■ Prompt:
Below are the records. List every line holding the word "solid".

Stored data
:::::
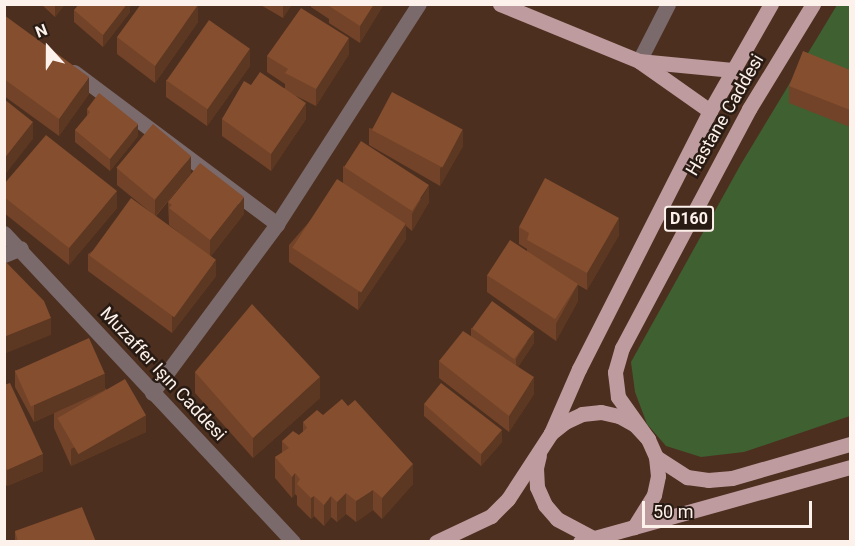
<!DOCTYPE html>
<html>
<head>
<meta charset="utf-8">
<style>
  body { margin:0 }
  #map { position:relative; width:855px; height:546px; overflow:hidden; background:#4c2f1f; font-family:Roboto,sans-serif }
  div>[style] { position:absolute }
  [style*='--x'] { left:calc(var(--x)*1px); top:calc(var(--y)*1px); width:calc(var(--w)*1px); rotate:calc(var(--a)*1deg) }
  .green>* { inset:0; background:#3f6030 }
  .minor>* { height:15px; margin:-7.5px; padding:0 7.5px; transform-origin:7.5px; border-radius:7.5px; background:#7b6a6b }
  .major>* { height:15px; margin:-7.5px; padding:0 7.5px; transform-origin:7.5px; border-radius:7.5px; background:#be9b9e }
  .wall>* { inset:0; background:#724328 }
  .shaded-wall>* { inset:0; background:#5c3721 }
  .building>* { inset:0; background:#844e2f; transform-origin:0 0 }
  span { translate:-50% -50%; white-space:nowrap; text-align:center; line-height:1.15; -webkit-text-stroke:5px #281b14; paint-order:stroke }
  .shield-label span { padding:2px 4px; background:#281b14; border:2px solid; border-radius:4px; -webkit-text-stroke-width:0 }
  .shield-label { font-size:16px; color:#fdf1eb; font-weight:700 }
  .street-label { font-size:18px; color:#fdf1eb }
  .frame { position:absolute; inset:0; border:6px solid #fdf1eb; pointer-events:none }
  .north { position:absolute; left:18px; top:18px; width:60px; height:60px; -webkit-text-stroke:4px #281b14; paint-order:stroke; rotate:339deg; font-size:16px; font-weight:700; line-height:24px; text-align:center; color:#fdf1eb }
  .north::after { content:''; display:block; margin:auto; width:21px; height:27px; background:#fdf1eb; clip-path:polygon(50% 0,100% 100%,50% 72%,0 100%) }
  .scale { position:absolute; left:642px; top:501px; width:170px; height:27px; box-sizing:border-box; border:3px solid #fdf1eb; border-top:0; padding-left:8px; font-size:18px; line-height:21px; white-space:nowrap; color:#fdf1eb; -webkit-text-stroke:4px #281b14; paint-order:stroke }
</style>
</head>
<body>
<div id="map">
  <div class="green">
    <div style="clip-path:polygon(837px 5px,850px 5px,850px 416px,744px 452px,701px 457px,666px 446px,647px 424px,635px 392px,631px 362px,741px 164px)"></div>
  </div>
  <div class="minor">
    <div style="--x:639;--y:61;--w:64;--a:-63"></div>
    <div style="--x:74;--y:72;--w:254;--a:36.8"></div>
    <div style="--x:4;--y:233;--w:423;--a:46.9"></div>
    <div style="--x:4;--y:255;--w:18;--a:-22"></div>
    <div style="--x:152;--y:393;--w:210;--a:-53.5"></div>
    <div style="--x:277;--y:224;--w:262;--a:-57.2"></div>
  </div>
  <div class="major">
    <div style="--x:500;--y:4;--w:150;--a:22.3"></div>
    <div style="--x:639;--y:61;--w:87;--a:35.2"></div>
    <div style="--x:639;--y:61;--w:94;--a:5.5"></div>
    <div style="--x:551;--y:433;--w:70;--a:-66.4"></div>
    <div style="--x:579;--y:369;--w:289;--a:-63.1"></div>
    <div style="--x:710;--y:111;--w:123;--a:-60.3"></div>
    <div style="--x:648;--y:439;--w:52;--a:-125.5"></div>
    <div style="--x:618;--y:397;--w:25;--a:-97"></div>
    <div style="--x:615;--y:372;--w:25;--a:-74"></div>
    <div style="--x:622;--y:348;--w:271;--a:-62"></div>
    <div style="--x:749;--y:109;--w:123;--a:-58.6"></div>
    <div style="--x:539;--y:455;--w:13;--a:103"></div>
    <div style="--x:536;--y:468;--w:19;--a:87"></div>
    <div style="--x:537;--y:487;--w:20;--a:66"></div>
    <div style="--x:545;--y:505;--w:18;--a:49"></div>
    <div style="--x:557;--y:519;--w:41;--a:27.8"></div>
    <div style="--x:656;--y:457;--w:37;--a:33"></div>
    <div style="--x:687;--y:477;--w:21;--a:8"></div>
    <div style="--x:708;--y:480;--w:24;--a:-5"></div>
    <div style="--x:732;--y:478;--w:123;--a:-16.1"></div>
    <div style="--x:634;--y:527;--w:224;--a:-15.5"></div>
    <div style="--x:436;--y:542;--w:61;--a:-25.3"></div>
    <div style="--x:491;--y:516;--w:24;--a:-45"></div>
    <div style="--x:508;--y:499;--w:79;--a:-56.9"></div>
    <div style="--x:551;--y:433;--w:18;--a:-38"></div>
    <div style="--x:565;--y:422;--w:19;--a:-25"></div>
    <div style="--x:582;--y:414;--w:19;--a:-6"></div>
    <div style="--x:601;--y:412;--w:18;--a:13"></div>
    <div style="--x:619;--y:416;--w:18;--a:29"></div>
    <div style="--x:635;--y:425;--w:19;--a:47"></div>
    <div style="--x:648;--y:439;--w:20;--a:66"></div>
    <div style="--x:656;--y:457;--w:19;--a:84"></div>
    <div style="--x:658;--y:476;--w:19;--a:102"></div>
    <div style="--x:654;--y:495;--w:38;--a:122"></div>
    <div style="--x:634;--y:527;--w:56;--a:164.5"></div>
  </div>
  <div class="wall">
    <div style="clip-path:polygon(41px 4px,65px 4px,55px 17px)"></div>
    <div style="clip-path:polygon(130px 4px,130px 12px,103px 47px,74px 22px,74px 10px)"></div>
    <div style="clip-path:polygon(259px 4px,292px 4px,283px 18px)"></div>
    <div style="clip-path:polygon(311px 4px,384px 4px,360px 43px,329px 23px,329px 19px,311px 7px)"></div>
    <div style="clip-path:polygon(4px 15px,89px 94px,59px 136px,4px 96px)"></div>
    <div style="clip-path:polygon(198px 22px,155px 83px,117px 54px,117px 37px)"></div>
    <div style="clip-path:polygon(349px 54px,316px 106px,296px 96px,306px 119px,271px 171px,222px 136px,222px 119px,251px 85px,285px 88px,285px 84px,267px 72px,267px 56px)"></div>
    <div style="clip-path:polygon(250px 66px,207px 126px,166px 97px,166px 80px)"></div>
    <div style="clip-path:polygon(850px 70px,850px 127px,789px 103px,789px 86px)"></div>
    <div style="clip-path:polygon(87px 109px,138px 136px,110px 171px,75px 142px,75px 130px,87px 116px)"></div>
    <div style="clip-path:polygon(369px 128px,463px 146px,440px 186px,369px 145px)"></div>
    <div style="clip-path:polygon(343px 166px,429px 202px,412px 231px,406px 226px,406px 239px,358px 310px,289px 262px,289px 245px,343px 183px)"></div>
    <div style="clip-path:polygon(117px 168px,191px 173px,156px 216px,191px 242px,169px 225px,168px 202px,244px 214px,211px 256px,216px 276px,172px 333px,88px 271px,88px 254px,150px 212px,117px 185px)"></div>
    <div style="clip-path:polygon(4px 184px,117px 208px,69px 265px,4px 213px)"></div>
    <div style="clip-path:polygon(519px 227px,619px 235px,587px 290px,578px 285px,578px 301px,556px 341px,487px 292px,487px 275px,527px 251px,527px 249px,519px 244px)"></div>
    <div style="clip-path:polygon(471px 328px,534px 343px,518px 367px,534px 394px,509px 432px,439px 378px,439px 361px,471px 336px)"></div>
    <div style="clip-path:polygon(15px 370px,105px 388px,146px 432px,71px 466px,54px 428px,54px 413px,34px 422px,15px 387px)"></div>
    <div style="clip-path:polygon(195px 372px,320px 398px,253px 458px,195px 393px)"></div>
    <div style="clip-path:polygon(4px 385px,43px 471px,7px 486px,4px 482px)"></div>
    <div style="clip-path:polygon(424px 404px,502px 442px,481px 466px,424px 416px)"></div>
    <div style="clip-path:polygon(303px 422px,413px 484px,382px 519px,373px 510px,356px 522px,346px 514px,337px 522px,331px 517px,324px 526px,314px 516px,311px 519px,297px 505px,297px 496px,295px 494px,292px 498px,275px 478px,275px 457px,282px 453px,282px 441px,299px 435px,303px 432px)"></div>
    <div style="clip-path:polygon(15px 531px,96px 542px,15px 542px)"></div>
  </div>
  <div class="shaded-wall">
    <div style="clip-path:polygon(65px 4px,55px 17px,55px 5px)"></div>
    <div style="clip-path:polygon(127px 4px,130px 4px,130px 12px,103px 47px,103px 35px)"></div>
    <div style="clip-path:polygon(283px 4px,292px 4px,283px 18px)"></div>
    <div style="clip-path:polygon(374px 4px,384px 4px,360px 43px,360px 26px)"></div>
    <div style="clip-path:polygon(198px 5px,198px 22px,155px 83px,155px 66px)"></div>
    <div style="clip-path:polygon(349px 38px,349px 54px,316px 106px,316px 89px)"></div>
    <div style="clip-path:polygon(250px 49px,250px 66px,207px 126px,207px 109px)"></div>
    <div style="clip-path:polygon(89px 77px,89px 94px,59px 136px,59px 119px)"></div>
    <div style="clip-path:polygon(306px 103px,306px 119px,271px 171px,271px 154px)"></div>
    <div style="clip-path:polygon(33px 122px,33px 139px,4px 176px,4px 159px)"></div>
    <div style="clip-path:polygon(138px 124px,138px 136px,110px 171px,110px 159px)"></div>
    <div style="clip-path:polygon(463px 129px,463px 146px,440px 186px,440px 169px)"></div>
    <div style="clip-path:polygon(191px 156px,191px 173px,155px 216px,155px 200px)"></div>
    <div style="clip-path:polygon(429px 185px,429px 202px,412px 231px,412px 214px)"></div>
    <div style="clip-path:polygon(117px 191px,117px 208px,69px 265px,69px 248px)"></div>
    <div style="clip-path:polygon(244px 197px,244px 214px,210px 257px,210px 240px)"></div>
    <div style="clip-path:polygon(619px 218px,619px 235px,587px 290px,587px 273px)"></div>
    <div style="clip-path:polygon(406px 223px,406px 239px,358px 310px,358px 293px)"></div>
    <div style="clip-path:polygon(216px 260px,216px 276px,172px 333px,172px 317px)"></div>
    <div style="clip-path:polygon(578px 284px,578px 301px,556px 341px,556px 324px)"></div>
    <div style="clip-path:polygon(51px 318px,51px 335px,4px 354px,4px 337px)"></div>
    <div style="clip-path:polygon(534px 331px,534px 343px,516px 370px,516px 359px)"></div>
    <div style="clip-path:polygon(105px 374px,105px 390px,34px 422px,34px 405px)"></div>
    <div style="clip-path:polygon(320px 377px,320px 398px,253px 458px,253px 438px)"></div>
    <div style="clip-path:polygon(534px 377px,534px 394px,509px 432px,509px 416px)"></div>
    <div style="clip-path:polygon(146px 415px,146px 432px,71px 466px,71px 449px)"></div>
    <div style="clip-path:polygon(502px 430px,502px 442px,481px 466px,481px 454px)"></div>
    <div style="clip-path:polygon(43px 454px,43px 471px,7px 486px,7px 470px)"></div>
    <div style="clip-path:polygon(413px 464px,413px 484px,382px 519px,382px 498px)"></div>
    <div style="clip-path:polygon(295px 473px,295px 494px,292px 498px,292px 477px)"></div>
    <div style="clip-path:polygon(373px 490px,373px 510px,356px 522px,356px 501px)"></div>
    <div style="clip-path:polygon(346px 493px,346px 514px,337px 522px,337px 502px)"></div>
    <div style="clip-path:polygon(314px 496px,314px 516px,311px 519px,311px 498px)"></div>
    <div style="clip-path:polygon(331px 496px,331px 517px,324px 526px,324px 505px)"></div>
  </div>
  <div class="building">
    <div style="clip-path:polygon(79px 4px,127px 4px,103px 35px,74px 10px)"></div>
    <div style="clip-path:polygon(141px 4px,196px 4px,198px 5px,155px 66px,117px 37px)"></div>
    <div style="clip-path:polygon(330px 4px,374px 4px,360px 26px,329px 6px)"></div>
    <div style="clip-path:polygon(301px 8px,349px 38px,316px 89px,285px 73px,288px 69px,267px 56px)"></div>
    <div style="clip-path:polygon(4px 15px,89px 77px,59px 119px,4px 79px)"></div>
    <div style="left:209px;top:20px;width:50px;height:74px;rotate:35deg"></div>
    <div style="clip-path:polygon(803px 51px,850px 70px,850px 110px,789px 86px)"></div>
    <div style="clip-path:polygon(260px 72px,306px 103px,271px 154px,222px 119px,244px 81px,251px 85px)"></div>
    <div style="left:392px;top:92px;width:80px;height:43px;rotate:28deg"></div>
    <div style="clip-path:polygon(99px 93px,138px 124px,110px 159px,75px 130px,90px 112px,87px 109px)"></div>
    <div style="clip-path:polygon(4px 99px,33px 122px,4px 159px)"></div>
    <div style="left:153px;top:124px;width:50px;height:57px;rotate:40deg"></div>
    <div style="clip-path:polygon(46px 135px,117px 191px,69px 248px,4px 197px,4px 184px)"></div>
    <div style="left:361px;top:141px;width:81px;height:31px;rotate:33deg"></div>
    <div style="clip-path:polygon(200px 163px,244px 197px,210px 240px,169px 208px,172px 205px,168px 202px)"></div>
    <div style="clip-path:polygon(545px 178px,619px 218px,587px 273px,527px 240px,529px 233px,519px 227px)"></div>
    <div style="left:337px;top:179px;width:82px;height:82px;rotate:33deg"></div>
    <div style="left:131px;top:198px;width:105px;height:71px;rotate:36deg"></div>
    <div style="left:510px;top:240px;width:81px;height:42px;rotate:33deg"></div>
    <div style="clip-path:polygon(4px 260px,44px 301px,51px 318px,4px 337px)"></div>
    <div style="left:492px;top:301px;width:52px;height:34px;rotate:36deg"></div>
    <div style="clip-path:polygon(252px 304px,320px 377px,253px 438px,195px 372px)"></div>
    <div style="clip-path:polygon(463px 331px,534px 377px,509px 416px,439px 361px)"></div>
    <div style="left:89px;top:338px;width:39px;height:81px;rotate:66deg"></div>
    <div style="left:125px;top:379px;width:42px;height:78px;rotate:60deg"></div>
    <div style="clip-path:polygon(10px 383px,43px 454px,7px 470px,4px 465px,4px 385px)"></div>
    <div style="clip-path:polygon(441px 383px,502px 430px,481px 454px,424px 404px)"></div>
    <div style="clip-path:polygon(342px 399px,348px 406px,355px 400px,413px 464px,382px 498px,373px 490px,356px 501px,346px 493px,337px 502px,331px 496px,324px 505px,314px 496px,311px 498px,297px 484px,300px 479px,295px 473px,292px 477px,275px 457px,289px 448px,282px 441px,293px 431px,299px 435px,307px 428px,303px 422px,317px 410px,323px 415px)"></div>
    <div style="clip-path:polygon(82px 507px,96px 542px,18px 542px,15px 531px)"></div>
  </div>
  <div class="shield-label">
    <span style="left:689px;top:219px">D160</span>
  </div>
  <div class="street-label">
    <span style="left:725px;top:115px;rotate:-60deg">Hastane Caddesi</span>
    <span style="left:163px;top:374px;rotate:47deg">Muzaffer Işın Caddesi</span>
  </div>
  <div class="frame"></div>
  <div class="north">N</div>
  <div class="scale">50 m</div>
</div>
</body>
</html>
:::::
■ Expected output:
  .shield-label span { padding:2px 4px; background:#281b14; border:2px solid; border-radius:4px; -webkit-text-stroke-width:0 }
  .frame { position:absolute; inset:0; border:6px solid #fdf1eb; pointer-events:none }
  .scale { position:absolute; left:642px; top:501px; width:170px; height:27px; box-sizing:border-box; border:3px solid #fdf1eb; border-top:0; padding-left:8px; font-size:18px; line-height:21px; white-space:nowrap; color:#fdf1eb; -webkit-text-stroke:4px #281b14; paint-order:stroke }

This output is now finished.